Parroco e comunità di San Giuseppe: «Riaprite la chiesa»

Torrevecchia, l’edificio chiuso da ottobre 2016 dopo il sisma Don Nicolino: iter fermo e nessuna notizia, i fedeli aspettano
TORREVECCHIA TEATINA. La comunità di San Giuseppe, nella frazione di Castelferrato, attende con impazienza la riapertura della chiesa della contrada, chiusa da oltre un anno e mezzo in seguito al terremoto che colpì Umbria e Marche. L’edificio di culto è stato dichiarato inagibile in seguito al terremoto del 30 ottobre 2016. Con l’ordinanza sindacale del 31 ottobre 2016, il sindaco Katja Baboro ne ha decretato la chiusura per motivi legati al terremoto che aveva scosso l’Italia centrale. Subito dopo il Comune di Torrevecchia Teatina, come ente incaricato, ha richiesto la perizia di esperti, i quali hanno confermato l’inagibilità dell’edificio religioso. È stato presentato anche un progetto per la messa a norma dell’edificio sacro e sembra che la chiesa sia in lista per ricevere i finanziamenti. Ma da un anno l’iter sembra essersi fermato. A farsi portavoce delle attese della frazione è il parroco di San Giuseppe, don Nicolino Santilli, che coadiuvato da un comitato cittadino ha fatto un’ulteriore richiesta agli enti preposti lo scorso 30 aprile per sapere a che punto si trovi l’iter per la chiesa di Castelferrato, ma a due mesi di distanza ancora tutto tace. «Comprendo la priorità di voler riaprire almeno una chiesa in ogni paese colpito dal sisma», dichiara il parroco, «ma non comprendo il silenzio assordante da parte delle competenti autorità preposte per la ricostruzione ad una domanda di chiarificazione sull’argomento. La popolazione auspica che quanto prima ci siano buone nuove e che si possa tornare a celebrare dignitosamente nell’edificio di culto». La comunità parrocchiale, infatti, da oltre un anno e mezzo è costretta a celebrare le funzioni e le grandi festività al ristorante.

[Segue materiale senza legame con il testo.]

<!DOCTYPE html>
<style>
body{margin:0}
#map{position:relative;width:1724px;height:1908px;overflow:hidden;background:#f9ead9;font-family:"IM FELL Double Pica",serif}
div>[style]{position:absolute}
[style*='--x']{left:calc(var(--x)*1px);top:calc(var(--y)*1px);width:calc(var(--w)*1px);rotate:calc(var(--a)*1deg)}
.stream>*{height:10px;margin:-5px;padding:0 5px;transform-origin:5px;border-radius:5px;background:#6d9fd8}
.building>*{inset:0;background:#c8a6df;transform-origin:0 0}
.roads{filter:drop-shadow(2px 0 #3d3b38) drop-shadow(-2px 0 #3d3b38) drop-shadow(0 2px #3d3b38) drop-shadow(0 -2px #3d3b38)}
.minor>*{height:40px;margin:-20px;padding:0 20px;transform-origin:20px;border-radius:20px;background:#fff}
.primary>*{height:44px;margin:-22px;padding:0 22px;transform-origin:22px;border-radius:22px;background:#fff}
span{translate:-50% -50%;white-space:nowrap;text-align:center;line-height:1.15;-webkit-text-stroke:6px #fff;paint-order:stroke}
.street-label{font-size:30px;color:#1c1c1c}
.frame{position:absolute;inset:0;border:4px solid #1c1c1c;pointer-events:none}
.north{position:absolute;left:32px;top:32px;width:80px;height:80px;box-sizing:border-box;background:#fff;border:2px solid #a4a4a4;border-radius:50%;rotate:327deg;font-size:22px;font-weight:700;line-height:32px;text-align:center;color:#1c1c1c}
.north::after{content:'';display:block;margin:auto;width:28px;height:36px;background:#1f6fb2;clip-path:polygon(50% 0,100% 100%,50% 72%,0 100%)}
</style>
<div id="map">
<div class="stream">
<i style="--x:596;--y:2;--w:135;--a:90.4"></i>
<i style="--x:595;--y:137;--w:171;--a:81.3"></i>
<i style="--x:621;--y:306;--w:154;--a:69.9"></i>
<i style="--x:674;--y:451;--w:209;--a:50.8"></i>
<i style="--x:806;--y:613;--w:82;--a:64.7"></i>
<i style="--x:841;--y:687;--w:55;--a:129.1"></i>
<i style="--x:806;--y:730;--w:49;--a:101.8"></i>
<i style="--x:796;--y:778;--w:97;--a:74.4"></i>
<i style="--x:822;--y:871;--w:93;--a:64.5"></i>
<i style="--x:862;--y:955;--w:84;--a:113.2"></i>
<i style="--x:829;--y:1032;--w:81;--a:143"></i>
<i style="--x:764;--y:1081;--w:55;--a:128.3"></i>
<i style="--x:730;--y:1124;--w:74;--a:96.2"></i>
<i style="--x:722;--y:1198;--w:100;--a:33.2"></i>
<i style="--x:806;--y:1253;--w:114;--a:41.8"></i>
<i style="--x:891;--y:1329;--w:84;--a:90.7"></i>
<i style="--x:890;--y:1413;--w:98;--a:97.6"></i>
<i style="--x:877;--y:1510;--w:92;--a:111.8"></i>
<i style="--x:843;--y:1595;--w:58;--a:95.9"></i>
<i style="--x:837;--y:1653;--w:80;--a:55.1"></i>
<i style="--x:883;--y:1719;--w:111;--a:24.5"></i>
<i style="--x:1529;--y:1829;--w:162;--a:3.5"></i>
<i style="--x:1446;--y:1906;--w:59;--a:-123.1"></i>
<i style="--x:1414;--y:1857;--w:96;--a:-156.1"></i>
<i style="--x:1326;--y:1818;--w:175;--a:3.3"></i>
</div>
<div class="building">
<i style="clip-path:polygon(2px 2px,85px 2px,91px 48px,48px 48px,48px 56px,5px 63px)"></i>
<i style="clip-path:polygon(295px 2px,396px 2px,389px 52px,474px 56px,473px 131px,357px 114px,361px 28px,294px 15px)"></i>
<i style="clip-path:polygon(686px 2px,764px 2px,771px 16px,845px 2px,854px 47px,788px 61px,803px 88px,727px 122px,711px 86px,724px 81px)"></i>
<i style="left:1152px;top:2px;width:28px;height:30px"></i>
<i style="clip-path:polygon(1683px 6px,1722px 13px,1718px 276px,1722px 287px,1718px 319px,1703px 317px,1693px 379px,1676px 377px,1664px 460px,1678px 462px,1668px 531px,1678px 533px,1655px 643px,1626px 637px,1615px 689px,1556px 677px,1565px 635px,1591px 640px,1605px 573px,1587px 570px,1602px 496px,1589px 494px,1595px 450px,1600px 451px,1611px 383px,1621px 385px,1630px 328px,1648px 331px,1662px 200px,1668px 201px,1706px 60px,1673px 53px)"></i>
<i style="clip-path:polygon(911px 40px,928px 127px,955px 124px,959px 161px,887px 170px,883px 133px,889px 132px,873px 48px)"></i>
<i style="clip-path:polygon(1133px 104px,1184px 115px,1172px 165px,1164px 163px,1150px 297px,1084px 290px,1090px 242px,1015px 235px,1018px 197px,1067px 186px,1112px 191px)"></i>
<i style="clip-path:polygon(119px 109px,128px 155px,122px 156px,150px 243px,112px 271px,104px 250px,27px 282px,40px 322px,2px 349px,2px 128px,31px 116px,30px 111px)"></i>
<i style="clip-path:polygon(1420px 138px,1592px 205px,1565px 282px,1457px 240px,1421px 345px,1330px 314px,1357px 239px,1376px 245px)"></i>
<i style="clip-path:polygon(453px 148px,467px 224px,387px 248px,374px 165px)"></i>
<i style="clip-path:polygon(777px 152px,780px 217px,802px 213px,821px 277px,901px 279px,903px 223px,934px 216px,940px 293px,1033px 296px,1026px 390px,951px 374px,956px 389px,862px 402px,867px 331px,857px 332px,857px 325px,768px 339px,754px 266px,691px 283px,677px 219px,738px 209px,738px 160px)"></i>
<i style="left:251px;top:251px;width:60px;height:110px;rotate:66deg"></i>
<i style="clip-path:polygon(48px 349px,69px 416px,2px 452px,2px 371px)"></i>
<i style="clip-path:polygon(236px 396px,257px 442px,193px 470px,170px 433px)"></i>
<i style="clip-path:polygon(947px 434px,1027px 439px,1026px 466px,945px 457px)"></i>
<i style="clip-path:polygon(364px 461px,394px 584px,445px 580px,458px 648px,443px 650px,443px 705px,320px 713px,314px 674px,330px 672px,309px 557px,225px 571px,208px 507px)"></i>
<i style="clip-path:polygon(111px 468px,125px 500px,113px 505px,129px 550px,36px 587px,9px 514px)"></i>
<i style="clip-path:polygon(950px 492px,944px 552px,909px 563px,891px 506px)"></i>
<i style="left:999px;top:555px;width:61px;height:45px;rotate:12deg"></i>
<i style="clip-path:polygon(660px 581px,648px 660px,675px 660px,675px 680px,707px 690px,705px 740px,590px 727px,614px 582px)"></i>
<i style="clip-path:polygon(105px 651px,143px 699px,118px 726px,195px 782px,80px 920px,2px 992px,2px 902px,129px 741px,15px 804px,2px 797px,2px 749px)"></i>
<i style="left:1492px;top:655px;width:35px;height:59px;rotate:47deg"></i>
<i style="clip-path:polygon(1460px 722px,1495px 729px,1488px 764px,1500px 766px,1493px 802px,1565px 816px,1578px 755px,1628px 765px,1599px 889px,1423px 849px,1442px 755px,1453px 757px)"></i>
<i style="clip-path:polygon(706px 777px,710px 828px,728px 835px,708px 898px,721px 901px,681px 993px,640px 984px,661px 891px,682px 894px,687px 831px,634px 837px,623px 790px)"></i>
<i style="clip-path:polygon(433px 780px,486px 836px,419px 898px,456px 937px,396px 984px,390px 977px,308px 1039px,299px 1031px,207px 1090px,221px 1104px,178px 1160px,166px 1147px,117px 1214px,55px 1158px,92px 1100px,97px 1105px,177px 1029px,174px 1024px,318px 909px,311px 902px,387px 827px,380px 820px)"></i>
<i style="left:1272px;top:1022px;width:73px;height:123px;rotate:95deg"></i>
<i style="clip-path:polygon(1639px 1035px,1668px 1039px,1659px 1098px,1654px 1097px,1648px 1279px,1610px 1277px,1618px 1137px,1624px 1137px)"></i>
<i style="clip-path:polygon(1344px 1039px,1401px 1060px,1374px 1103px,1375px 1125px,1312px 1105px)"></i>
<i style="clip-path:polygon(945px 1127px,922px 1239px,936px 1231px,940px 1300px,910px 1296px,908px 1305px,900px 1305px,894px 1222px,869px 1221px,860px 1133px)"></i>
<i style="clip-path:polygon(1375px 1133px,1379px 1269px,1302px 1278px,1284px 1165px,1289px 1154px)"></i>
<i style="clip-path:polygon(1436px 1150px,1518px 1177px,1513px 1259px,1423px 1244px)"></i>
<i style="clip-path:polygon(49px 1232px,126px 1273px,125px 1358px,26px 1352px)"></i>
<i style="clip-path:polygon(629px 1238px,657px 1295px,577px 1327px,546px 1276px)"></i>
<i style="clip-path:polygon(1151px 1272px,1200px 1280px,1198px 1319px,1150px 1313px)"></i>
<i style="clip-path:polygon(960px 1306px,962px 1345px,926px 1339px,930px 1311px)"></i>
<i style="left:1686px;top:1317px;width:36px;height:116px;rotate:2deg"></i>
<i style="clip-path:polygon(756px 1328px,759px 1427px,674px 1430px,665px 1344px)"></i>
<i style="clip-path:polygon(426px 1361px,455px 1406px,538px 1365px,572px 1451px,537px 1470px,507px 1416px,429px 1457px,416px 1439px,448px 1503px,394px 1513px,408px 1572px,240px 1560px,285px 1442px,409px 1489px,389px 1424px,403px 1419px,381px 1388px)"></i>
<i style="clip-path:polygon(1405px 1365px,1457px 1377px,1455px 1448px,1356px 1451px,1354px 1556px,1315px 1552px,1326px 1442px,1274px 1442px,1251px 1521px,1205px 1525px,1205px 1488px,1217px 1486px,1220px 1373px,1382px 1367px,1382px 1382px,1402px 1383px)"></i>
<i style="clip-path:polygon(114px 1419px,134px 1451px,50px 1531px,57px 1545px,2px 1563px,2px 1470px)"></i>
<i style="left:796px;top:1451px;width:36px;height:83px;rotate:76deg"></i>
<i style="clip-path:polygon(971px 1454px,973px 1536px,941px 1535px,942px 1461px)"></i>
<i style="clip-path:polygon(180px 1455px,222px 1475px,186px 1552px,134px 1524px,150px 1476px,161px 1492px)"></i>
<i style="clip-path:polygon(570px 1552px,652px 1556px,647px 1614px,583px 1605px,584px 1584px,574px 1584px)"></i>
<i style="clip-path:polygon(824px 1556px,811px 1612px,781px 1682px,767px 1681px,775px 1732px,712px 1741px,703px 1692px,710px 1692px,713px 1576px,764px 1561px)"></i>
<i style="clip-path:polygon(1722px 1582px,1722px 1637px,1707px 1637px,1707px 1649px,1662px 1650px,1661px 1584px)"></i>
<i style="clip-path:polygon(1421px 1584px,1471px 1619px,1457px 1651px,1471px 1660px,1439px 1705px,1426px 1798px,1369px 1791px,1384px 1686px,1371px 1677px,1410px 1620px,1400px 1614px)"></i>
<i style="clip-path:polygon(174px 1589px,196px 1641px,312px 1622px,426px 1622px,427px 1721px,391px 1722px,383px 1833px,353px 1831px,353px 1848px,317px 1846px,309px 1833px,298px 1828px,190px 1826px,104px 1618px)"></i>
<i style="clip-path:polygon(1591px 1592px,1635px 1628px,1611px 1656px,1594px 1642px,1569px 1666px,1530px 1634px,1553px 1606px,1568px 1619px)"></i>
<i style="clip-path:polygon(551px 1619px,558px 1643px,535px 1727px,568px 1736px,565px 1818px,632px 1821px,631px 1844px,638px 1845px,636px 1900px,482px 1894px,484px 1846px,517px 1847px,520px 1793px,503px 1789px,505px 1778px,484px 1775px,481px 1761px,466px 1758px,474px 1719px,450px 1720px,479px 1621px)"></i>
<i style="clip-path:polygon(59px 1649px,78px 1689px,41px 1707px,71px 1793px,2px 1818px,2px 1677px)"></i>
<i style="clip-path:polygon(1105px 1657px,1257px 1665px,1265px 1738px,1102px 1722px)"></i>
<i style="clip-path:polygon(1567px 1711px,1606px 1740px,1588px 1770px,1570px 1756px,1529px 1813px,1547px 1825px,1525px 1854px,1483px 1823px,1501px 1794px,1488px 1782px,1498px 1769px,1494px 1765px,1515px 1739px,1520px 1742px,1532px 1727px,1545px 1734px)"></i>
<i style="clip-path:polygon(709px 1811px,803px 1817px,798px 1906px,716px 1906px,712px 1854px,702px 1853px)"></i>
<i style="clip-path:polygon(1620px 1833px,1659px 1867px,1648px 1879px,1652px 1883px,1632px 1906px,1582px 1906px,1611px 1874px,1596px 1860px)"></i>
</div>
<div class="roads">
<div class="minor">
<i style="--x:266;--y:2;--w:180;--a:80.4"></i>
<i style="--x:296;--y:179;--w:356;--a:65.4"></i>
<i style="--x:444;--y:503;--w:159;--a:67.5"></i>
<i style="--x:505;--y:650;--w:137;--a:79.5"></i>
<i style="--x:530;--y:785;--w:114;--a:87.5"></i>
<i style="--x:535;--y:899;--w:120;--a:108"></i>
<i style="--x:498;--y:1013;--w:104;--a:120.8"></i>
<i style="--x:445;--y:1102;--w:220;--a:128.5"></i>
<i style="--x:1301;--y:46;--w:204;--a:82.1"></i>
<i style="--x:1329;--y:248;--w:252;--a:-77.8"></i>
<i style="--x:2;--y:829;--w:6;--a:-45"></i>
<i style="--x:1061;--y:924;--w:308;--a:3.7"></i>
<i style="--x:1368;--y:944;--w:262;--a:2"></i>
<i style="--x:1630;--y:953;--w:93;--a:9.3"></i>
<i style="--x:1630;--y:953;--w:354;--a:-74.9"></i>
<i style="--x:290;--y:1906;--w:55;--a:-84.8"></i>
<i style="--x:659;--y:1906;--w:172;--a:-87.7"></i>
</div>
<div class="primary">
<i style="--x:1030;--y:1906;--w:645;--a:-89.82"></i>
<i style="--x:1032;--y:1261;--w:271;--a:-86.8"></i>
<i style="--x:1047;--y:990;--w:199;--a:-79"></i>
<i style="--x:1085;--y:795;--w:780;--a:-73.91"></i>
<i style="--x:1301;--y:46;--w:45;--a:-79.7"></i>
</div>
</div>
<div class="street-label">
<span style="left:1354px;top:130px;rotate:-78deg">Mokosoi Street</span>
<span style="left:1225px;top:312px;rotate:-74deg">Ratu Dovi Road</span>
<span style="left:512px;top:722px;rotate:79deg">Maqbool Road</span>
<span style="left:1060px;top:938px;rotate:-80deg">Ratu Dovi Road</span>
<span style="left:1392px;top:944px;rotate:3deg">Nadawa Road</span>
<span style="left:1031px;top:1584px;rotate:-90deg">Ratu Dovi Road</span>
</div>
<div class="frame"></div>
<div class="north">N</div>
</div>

Nei mesi scorsi solleciti all’amministrazione comunale sulla chiesa ancora chiusa erano arrivati anche da Nando Marinucci del Movimento d’impegno civico, che lo scorso giugno ha presentato un esposto alla Procura di Chieti per chiedere che «venga valutata la legittimità dell’ordinanza comunale nonché il comportamento omissivo legato a tale circostanza per l’assenza di comunicazioni nei confronti dello scrivente e della comunità inerme e all’oscuro di quanto deciso, programmato e fino ad oggi realizzato per l’amata chiesa». «Dalla data di chiusura», sottolinea Marinucci nell’esposto, «non è dato conoscere l’esistenza di distacchi, cedimenti strutturali o crolli di sorta; seppur richiesti, non risultano accessibili gli atti in base ai quali sono stati eseguiti i controlli e le verifiche della struttura da parte di personale competente, non esistono opere provvisionali di garanzia per la pubblica incolumità né documenti, pubblicati e rilevabili sul sito istituzionale, di messa in sicurezza, ristrutturazione, recupero della chiesa o richieste finanziamento volte alla ristrutturazione della chiesa».